Amid a sharp selloff in the bond market, players in Europe's low-yielding papers have gotten their fingers burned, big time.
It's "ugly bond math," Hans Mikkelsen, a credit strategist at Bank of America Merrill Lynch, said in a note last week. The 30-year German bund prices declined around 12 percent over a two-week period, with a 53-basis-point increase in yield, which tots up roughly 25 years' worth of yield, he calculated.
That compares with a typical high-yield bond, for which a 53-basis-point rise in yield would suggest an around 2.3 percent price fall, erasing only around a third of a year's worth of yield, Mikkelsen said. Bond prices move inversely to yields.

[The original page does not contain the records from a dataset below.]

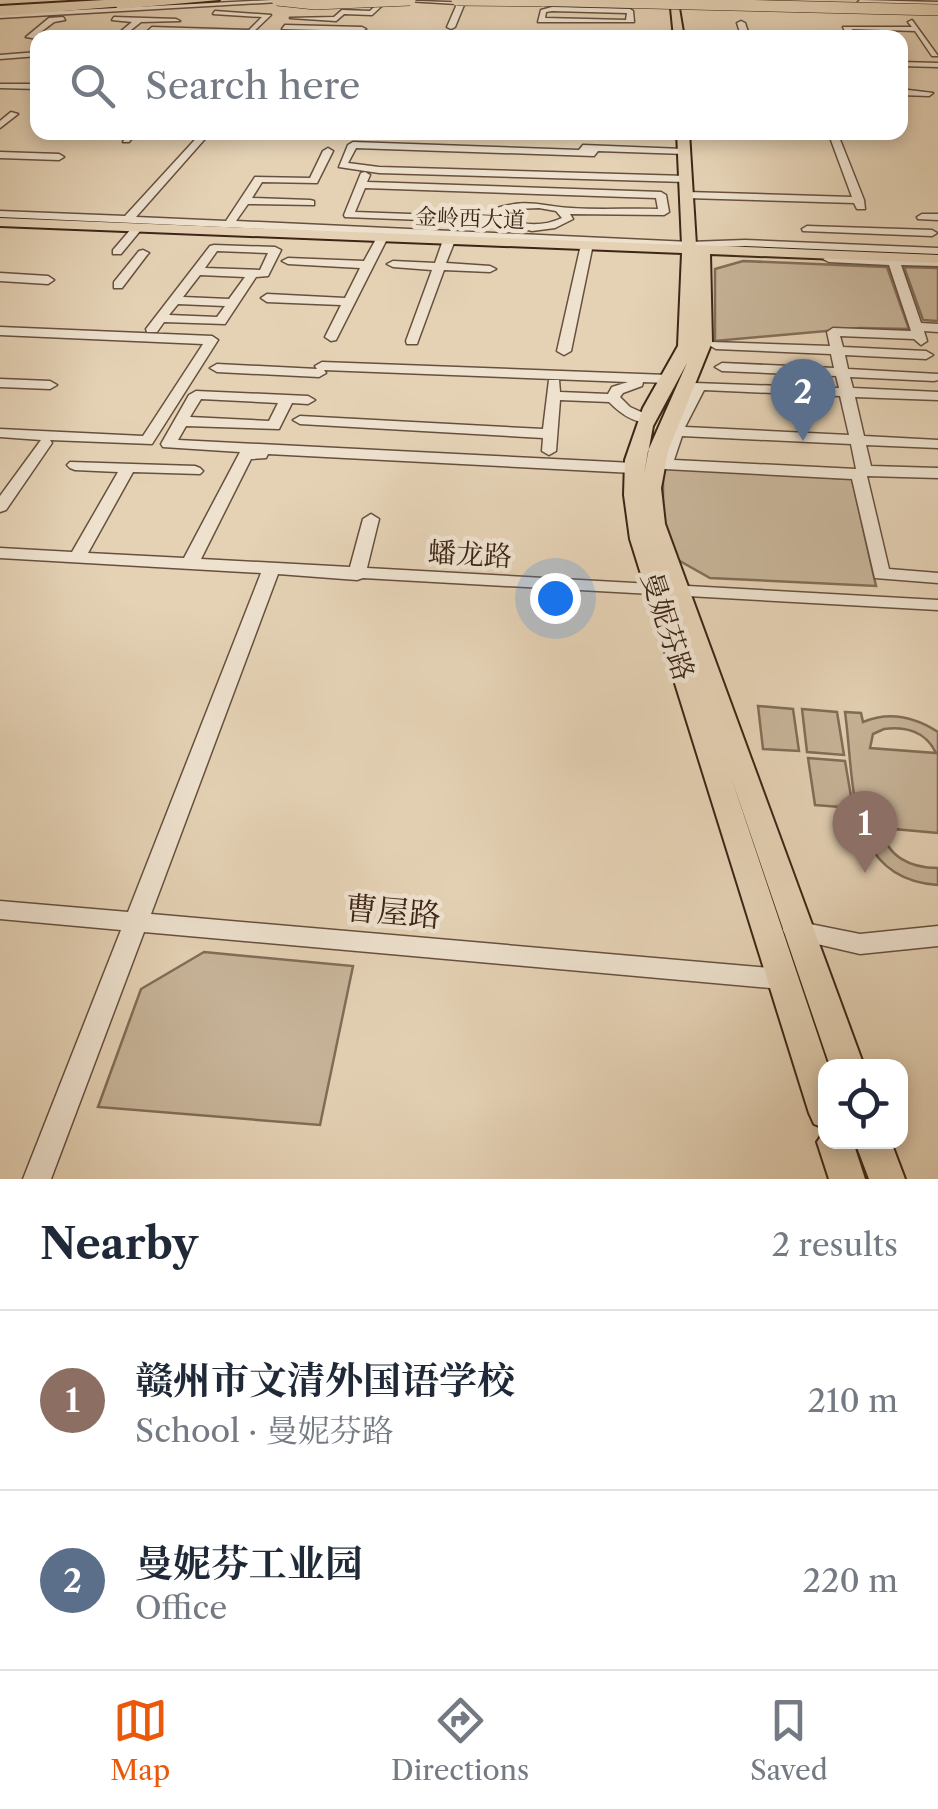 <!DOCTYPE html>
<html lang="en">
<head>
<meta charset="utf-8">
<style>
  body { margin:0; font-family:"Libre Caslon Text","Noto Serif SC",serif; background:#f6f6f7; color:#1f2937 }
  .controls { position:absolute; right:30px; bottom:30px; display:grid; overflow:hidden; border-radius:20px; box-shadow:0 5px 15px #0003 }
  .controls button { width:90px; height:90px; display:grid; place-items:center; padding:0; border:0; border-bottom:2px solid #e0e1e3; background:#fff; color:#1f2937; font:50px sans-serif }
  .you { position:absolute; left:555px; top:598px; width:35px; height:35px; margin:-25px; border:8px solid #fff; border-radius:50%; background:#1a73e8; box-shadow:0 0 0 15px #1a73e833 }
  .badge { display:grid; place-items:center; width:65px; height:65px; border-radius:50%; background:#ea580c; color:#fff; font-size:32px; font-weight:700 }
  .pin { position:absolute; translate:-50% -82px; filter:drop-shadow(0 2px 5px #0008) }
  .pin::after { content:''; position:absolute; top:52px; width:35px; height:30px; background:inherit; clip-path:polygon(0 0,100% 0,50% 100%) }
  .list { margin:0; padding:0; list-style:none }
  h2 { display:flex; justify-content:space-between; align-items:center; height:130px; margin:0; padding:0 40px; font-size:42px }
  h2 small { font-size:32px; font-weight:400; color:#747a83 }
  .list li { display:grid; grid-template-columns:65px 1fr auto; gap:30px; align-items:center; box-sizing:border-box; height:180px; padding:0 40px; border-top:2px solid #e0e1e3 }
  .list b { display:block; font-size:38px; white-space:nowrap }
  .list p { margin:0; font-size:32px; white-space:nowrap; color:#747a83 }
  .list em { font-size:32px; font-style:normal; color:#747a83 }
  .icon { flex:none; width:55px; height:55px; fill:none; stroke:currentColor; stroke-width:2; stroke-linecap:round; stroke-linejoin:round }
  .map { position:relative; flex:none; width:938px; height:1179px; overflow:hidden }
  .search { position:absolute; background:#fff; box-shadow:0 5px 15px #0003; left:30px; right:30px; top:30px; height:110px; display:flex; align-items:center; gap:25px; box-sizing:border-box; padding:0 35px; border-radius:20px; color:#747a83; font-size:38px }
  .sheet { height:490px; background:#fff }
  nav { display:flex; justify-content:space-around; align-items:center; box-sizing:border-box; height:140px; border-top:2px solid #e0e1e3; background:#fff; font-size:28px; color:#747a83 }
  nav a { display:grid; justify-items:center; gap:5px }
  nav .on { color:#ea580c }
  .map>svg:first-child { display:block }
  .green { fill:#c8b59a; stroke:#826d58; stroke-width:2.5; fill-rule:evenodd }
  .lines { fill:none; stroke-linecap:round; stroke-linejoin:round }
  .minor-casing { stroke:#67503e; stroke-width:3 }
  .major-casing { stroke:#3d2516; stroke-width:4 }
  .highway-casing { stroke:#3d2516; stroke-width:4 }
  .minor { fill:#eee2cf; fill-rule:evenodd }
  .major { fill:#e5d2b5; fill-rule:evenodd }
  .highway { fill:#e5d2b5; fill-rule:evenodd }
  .highway-bridge-casing { stroke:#3d2516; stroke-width:12; stroke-linecap:butt }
  .highway-bridge { stroke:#e5d2b5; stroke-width:11 }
  .labels { text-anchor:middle; stroke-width:9; stroke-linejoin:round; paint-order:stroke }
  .far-street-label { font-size:22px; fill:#3d2516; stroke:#eee2cf }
  .street-label { font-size:28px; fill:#3d2516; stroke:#eee2cf }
  .near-street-label { font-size:32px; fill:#3d2516; stroke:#eee2cf }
</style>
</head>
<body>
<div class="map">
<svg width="938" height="1179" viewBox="0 0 938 1179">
  <rect width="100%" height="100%" fill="#e5d2b5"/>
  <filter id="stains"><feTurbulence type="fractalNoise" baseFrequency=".002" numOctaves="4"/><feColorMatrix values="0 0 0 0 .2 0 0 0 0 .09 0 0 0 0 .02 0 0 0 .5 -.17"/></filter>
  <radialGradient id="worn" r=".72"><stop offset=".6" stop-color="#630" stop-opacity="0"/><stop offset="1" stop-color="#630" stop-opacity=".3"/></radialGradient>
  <path class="green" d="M743,261L887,267L909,329L860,328L715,341V269Z
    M904,267L938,268V321L923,320Z
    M663,468L852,479L876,586L710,578L678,560L663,517Z
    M758,706L793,709L799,751L763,749Z
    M802,709L837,712L844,755L807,752Z
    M845,712L861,713L863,722C889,711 915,717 938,732V833L882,828C886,857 911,868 938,868V885C845,879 855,783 845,712ZM884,729C906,726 926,732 936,753L870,748L873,734Z
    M808,758L845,761L853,808L815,805Z
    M204,952L353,966L320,1125L98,1107L141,989Z"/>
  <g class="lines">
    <defs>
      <path id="minor" d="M273,0L296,1L0,18V14Z
        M381,0L387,1L372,15L344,14L336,21L290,18L334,17L342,10L370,11Z
        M390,0L475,3L464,5L455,27L451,29L447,27L457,4Z
        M860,0L938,2V6L857,3Z
        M552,7L630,9L633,11L634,22H538L541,10ZM552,11L627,13L626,20L545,18L546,12Z
        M215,11L271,15L251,34L154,31L148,38H140L152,27L249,30L262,17L213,14Z
        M63,17L65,20L54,22L37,35L67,38L38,39L26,37L49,18Z
        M114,17L176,19L180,21L141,22L121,38H113L132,22L112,20Z
        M912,20L938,56H932L915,31L852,29L855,38H848L843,27H912L908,22Z
        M741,21L745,23L750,38H742L737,23Z
        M285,25L362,27L366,29L362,31L282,29Z
        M38,52V56L0,59V55Z
        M900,62L938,63V67L900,66Z
        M0,84H38V89L0,88Z
        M900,89L933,93L929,96L900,95Z
        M11,112L18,114L0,128V121Z
        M128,132H137L129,142H123Z
        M202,132H211L136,217L226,221L255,177L310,178L323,151L328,148L333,151L317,183L262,182L252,198L310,200L314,201V205L248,204L236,221L690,242L745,240L938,248V254L745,246L690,248L0,217V211L125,216Z
        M828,132H837L864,200L865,209H857L854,203L687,198L682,195L687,192L852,197Z
        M353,142L579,150L583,145L683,149L686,150V154L598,151L594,156L356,148L348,163L379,167L686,176L691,179L686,182L379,173L339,167L348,145Z
        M0,152L59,154L64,157L59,160L0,158Z
        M365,172L370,175L367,182L661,192L666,195L669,212L664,215L570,214L573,219L555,228L532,231L499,223L345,217L344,215L361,173ZM365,188L656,198L658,209C629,208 600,210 571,208C540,206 527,198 494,209L491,217L355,212ZM539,208L556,211L562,218C542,227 521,226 502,216L514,209Z
        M922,214H938V220L918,219L917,217Z
        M807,226L932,230L937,233L932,236L803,231L802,229Z
        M131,229L140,231L121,254H113V250Z
        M376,239L386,241L336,340L331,341L325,337L341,305L267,302L261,298L267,294L345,298L360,268L288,264L282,261L288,258L364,261Z
        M448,240L454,243L446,263L490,266L496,269L490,272L444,270L418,341L417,344H407L406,341L432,270L393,267L387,264L393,261L435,263L442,243Z
        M214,245L275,247L281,250L268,276L256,277L225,324L164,322L157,332H147L146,329L210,246ZM217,251L268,253L260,270L205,268ZM200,275L245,277L229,299L183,297ZM178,304L225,306L217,317L169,315Z
        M586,246L592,249L571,351L564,355L557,351L580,249Z
        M143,250L149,253L147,255L122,288H114V282L139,251Z
        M892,254L898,258L938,260V266L901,265L921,323L938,324V332L924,331L927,341L921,345L914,339L840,336L843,347L926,351L933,355L926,359L845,355L848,369L938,374V380L934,381L850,377L853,388L938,392V400L855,397L864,436L938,440V448L866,445L871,466L938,468V478L867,476L889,569L938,573V583L875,578L852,479L665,469L657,464L669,431L694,383L839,388L836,376L722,371L715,367L722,363L834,368L831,354L716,349L709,345L711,342L830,346L827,332L833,328L911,331L889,265L829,262L823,259L829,256L887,258ZM704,390L840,396L849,435L685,427ZM682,436L851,444L856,469L674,460Z
        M0,273L48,276L54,280L48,284L0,281Z
        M0,327L212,336L218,340L152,444L50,440L52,443L6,510L0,512V496L41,440L0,437V429L143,436L203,344L0,335Z
        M322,362L667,375L674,379L667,383L643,382L642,386L623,393L620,397L630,407L650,416V422C634,424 620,413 609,402L560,400L556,451L549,455L542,451L543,438L300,424L293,420L300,416L543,429L549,380H559L560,392L608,394L612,387L628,382L324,370L326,373L319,377L217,372L210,368L217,364L317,369L315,366Z
        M0,379L50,381L57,385L50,389L0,387Z
        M196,391L308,396L315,400L308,404L292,403L279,429L186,426L178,440L633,463L641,468L633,473L268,454L266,458L251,459L201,559L350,567L363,519L371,514L379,519L367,568L938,600V610L363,578L357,580L278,574L151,914L781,969L790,972L793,979L790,986L781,989L144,932L51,1179H23L121,930L0,919V901L128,912L261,573L0,558V548L72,552L118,472L75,470L70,468L67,465L70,462L195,466L200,468L203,471L200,474L133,472L88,553L184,558L240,452L163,447L161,444L189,395ZM201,399L278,403L269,421L190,417Z
        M795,921L860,934L938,926V946L860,954L787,937L783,930L787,923Z"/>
      <path id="major" d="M104,0H219L118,9L115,5L0,12V6Z
        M675,5L679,8L684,38H674L671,8Z
        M677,132H689L696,245L938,255V263L710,254L712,342L668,451L661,488L665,524L864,1066H830L731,777L828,1066L826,1129L814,1124L809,1113L630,539L624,495L625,460L643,408L678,346L682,253L0,226V218L682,245ZM687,363L648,451L644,475L653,426Z
        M826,1129V1142H853L865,1179H829L817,1142Z
        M855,1142H891L905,1179H869Z"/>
      <path id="highway" d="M152,0H200L0,16V10Z"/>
    </defs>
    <use href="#minor" class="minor-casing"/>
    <use href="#major" class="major-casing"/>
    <use href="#highway" class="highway-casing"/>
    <use href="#minor" class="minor"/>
    <use href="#major" class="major"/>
    <use href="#highway" class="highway"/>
    <defs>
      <path id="highway-bridge" d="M277,0L315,4L410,0
        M457,0L542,1
        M527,0L938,10"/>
    </defs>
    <use href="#highway-bridge" class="highway-bridge-casing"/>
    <use href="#highway-bridge" class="highway-bridge"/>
  </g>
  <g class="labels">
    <g class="far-street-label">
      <text transform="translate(470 218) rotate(2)" y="8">金岭西大道</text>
    </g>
    <g class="street-label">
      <text transform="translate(470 554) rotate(3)" y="10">蟠龙路</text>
      <text transform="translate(668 626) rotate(72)" y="10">曼妮芬路</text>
    </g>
    <g class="near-street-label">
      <text transform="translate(393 912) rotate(5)" y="11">曹屋路</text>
    </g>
  </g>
  <rect width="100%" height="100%" filter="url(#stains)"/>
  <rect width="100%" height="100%" fill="url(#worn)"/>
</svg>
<div class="controls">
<button><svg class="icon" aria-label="locate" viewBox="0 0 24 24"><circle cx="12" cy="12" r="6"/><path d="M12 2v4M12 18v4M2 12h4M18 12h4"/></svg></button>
</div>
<div class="you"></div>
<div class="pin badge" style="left:865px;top:873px;background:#8d6e63">1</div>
<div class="pin badge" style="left:803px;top:441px;background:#5c6f8a">2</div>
<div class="search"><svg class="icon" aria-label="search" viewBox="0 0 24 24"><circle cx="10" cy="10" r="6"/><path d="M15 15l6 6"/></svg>Search here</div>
</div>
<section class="sheet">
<h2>Nearby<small>2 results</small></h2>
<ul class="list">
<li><span class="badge" style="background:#8d6e63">1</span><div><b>赣州市文清外国语学校</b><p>School · 曼妮芬路</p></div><em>210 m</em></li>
<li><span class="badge" style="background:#5c6f8a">2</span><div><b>曼妮芬工业园</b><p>Office</p></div><em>220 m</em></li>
</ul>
</section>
<nav>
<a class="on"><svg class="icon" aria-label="map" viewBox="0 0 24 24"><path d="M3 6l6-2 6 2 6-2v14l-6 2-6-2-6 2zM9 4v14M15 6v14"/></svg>Map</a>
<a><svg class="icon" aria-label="directions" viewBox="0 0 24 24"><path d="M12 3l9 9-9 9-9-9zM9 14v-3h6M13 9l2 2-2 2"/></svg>Directions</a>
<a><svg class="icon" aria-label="saved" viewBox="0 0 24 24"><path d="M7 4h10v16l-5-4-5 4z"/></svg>Saved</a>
</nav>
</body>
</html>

Bond yields have moved even further since that report was written.
Germany's bonds have taken the brunt of the selloff, with the 30-year yielding around 1.22 percent, up from 0.436 percent on April 20, while the benchmark 10-year's yield is around 0.603 percent, up from around 0.077 percent on April 20.
That's not terribly surprising, Bastien Drut, a strategist at Amundi, said in a blog post last week.
"After more than five quarters of declining German yields, it is logical to be seeing some profit-taking," he said. "This is even easier to understand since long-term rates were quickly moving towards negative territory."